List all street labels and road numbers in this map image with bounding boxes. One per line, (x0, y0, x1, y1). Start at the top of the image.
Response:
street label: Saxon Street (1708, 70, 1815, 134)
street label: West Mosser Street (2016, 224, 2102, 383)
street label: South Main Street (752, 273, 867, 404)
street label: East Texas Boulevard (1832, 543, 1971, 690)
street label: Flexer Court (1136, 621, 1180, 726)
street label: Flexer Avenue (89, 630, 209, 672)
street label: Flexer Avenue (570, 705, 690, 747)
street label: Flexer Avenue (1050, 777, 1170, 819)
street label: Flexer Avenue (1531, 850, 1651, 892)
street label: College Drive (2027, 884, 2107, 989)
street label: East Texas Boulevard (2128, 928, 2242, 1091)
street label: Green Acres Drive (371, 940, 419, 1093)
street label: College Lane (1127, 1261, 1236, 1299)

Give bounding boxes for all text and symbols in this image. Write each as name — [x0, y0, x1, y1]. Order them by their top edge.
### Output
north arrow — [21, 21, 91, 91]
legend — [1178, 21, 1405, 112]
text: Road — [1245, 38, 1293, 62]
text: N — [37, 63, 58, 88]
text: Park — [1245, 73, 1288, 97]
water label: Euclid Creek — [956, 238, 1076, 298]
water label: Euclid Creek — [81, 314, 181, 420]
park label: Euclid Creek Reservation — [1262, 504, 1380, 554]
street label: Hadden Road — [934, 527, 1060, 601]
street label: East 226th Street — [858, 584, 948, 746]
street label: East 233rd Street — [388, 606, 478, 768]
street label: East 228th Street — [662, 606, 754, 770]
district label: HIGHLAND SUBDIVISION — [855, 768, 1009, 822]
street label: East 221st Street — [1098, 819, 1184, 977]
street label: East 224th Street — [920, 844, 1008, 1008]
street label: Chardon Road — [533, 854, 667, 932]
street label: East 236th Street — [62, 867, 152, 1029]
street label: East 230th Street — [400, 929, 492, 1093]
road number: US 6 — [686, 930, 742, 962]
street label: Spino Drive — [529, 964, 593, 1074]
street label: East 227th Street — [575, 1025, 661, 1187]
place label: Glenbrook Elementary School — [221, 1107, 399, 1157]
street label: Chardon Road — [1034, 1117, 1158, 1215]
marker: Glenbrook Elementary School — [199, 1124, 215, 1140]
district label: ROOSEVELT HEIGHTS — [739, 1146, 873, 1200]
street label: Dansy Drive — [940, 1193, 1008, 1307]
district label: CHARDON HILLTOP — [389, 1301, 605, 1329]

▬▬▬

Task instructions: Each entry above, in full, should be output exactly as it reads.

Answer box:
List all street labels and road numbers in this map image with bounding boxes. One per line, (x0, y0, x1, y1). Start at the top of the image.
Response:
street label: Saxon Street (1708, 70, 1815, 134)
street label: West Mosser Street (2016, 224, 2102, 383)
street label: South Main Street (752, 273, 867, 404)
street label: East Texas Boulevard (1832, 543, 1971, 690)
street label: Flexer Court (1136, 621, 1180, 726)
street label: Flexer Avenue (89, 630, 209, 672)
street label: Flexer Avenue (570, 705, 690, 747)
street label: Flexer Avenue (1050, 777, 1170, 819)
street label: Flexer Avenue (1531, 850, 1651, 892)
street label: College Drive (2027, 884, 2107, 989)
street label: East Texas Boulevard (2128, 928, 2242, 1091)
street label: Green Acres Drive (371, 940, 419, 1093)
street label: College Lane (1127, 1261, 1236, 1299)

Give bounding boxes for all text and symbols in this image. Write each as name — [x0, y0, x1, y1]. Order them by their top edge.
### Output
north arrow — [21, 21, 91, 91]
legend — [1178, 21, 1405, 112]
text: Road — [1245, 38, 1293, 62]
text: N — [37, 63, 58, 88]
text: Park — [1245, 73, 1288, 97]
water label: Euclid Creek — [956, 238, 1076, 298]
water label: Euclid Creek — [81, 314, 181, 420]
park label: Euclid Creek Reservation — [1262, 504, 1380, 554]
street label: Hadden Road — [934, 527, 1060, 601]
street label: East 226th Street — [858, 584, 948, 746]
street label: East 233rd Street — [388, 606, 478, 768]
street label: East 228th Street — [662, 606, 754, 770]
district label: HIGHLAND SUBDIVISION — [855, 768, 1009, 822]
street label: East 221st Street — [1098, 819, 1184, 977]
street label: East 224th Street — [920, 844, 1008, 1008]
street label: Chardon Road — [533, 854, 667, 932]
street label: East 236th Street — [62, 867, 152, 1029]
street label: East 230th Street — [400, 929, 492, 1093]
road number: US 6 — [686, 930, 742, 962]
street label: Spino Drive — [529, 964, 593, 1074]
street label: East 227th Street — [575, 1025, 661, 1187]
place label: Glenbrook Elementary School — [221, 1107, 399, 1157]
street label: Chardon Road — [1034, 1117, 1158, 1215]
marker: Glenbrook Elementary School — [199, 1124, 215, 1140]
district label: ROOSEVELT HEIGHTS — [739, 1146, 873, 1200]
street label: Dansy Drive — [940, 1193, 1008, 1307]
district label: CHARDON HILLTOP — [389, 1301, 605, 1329]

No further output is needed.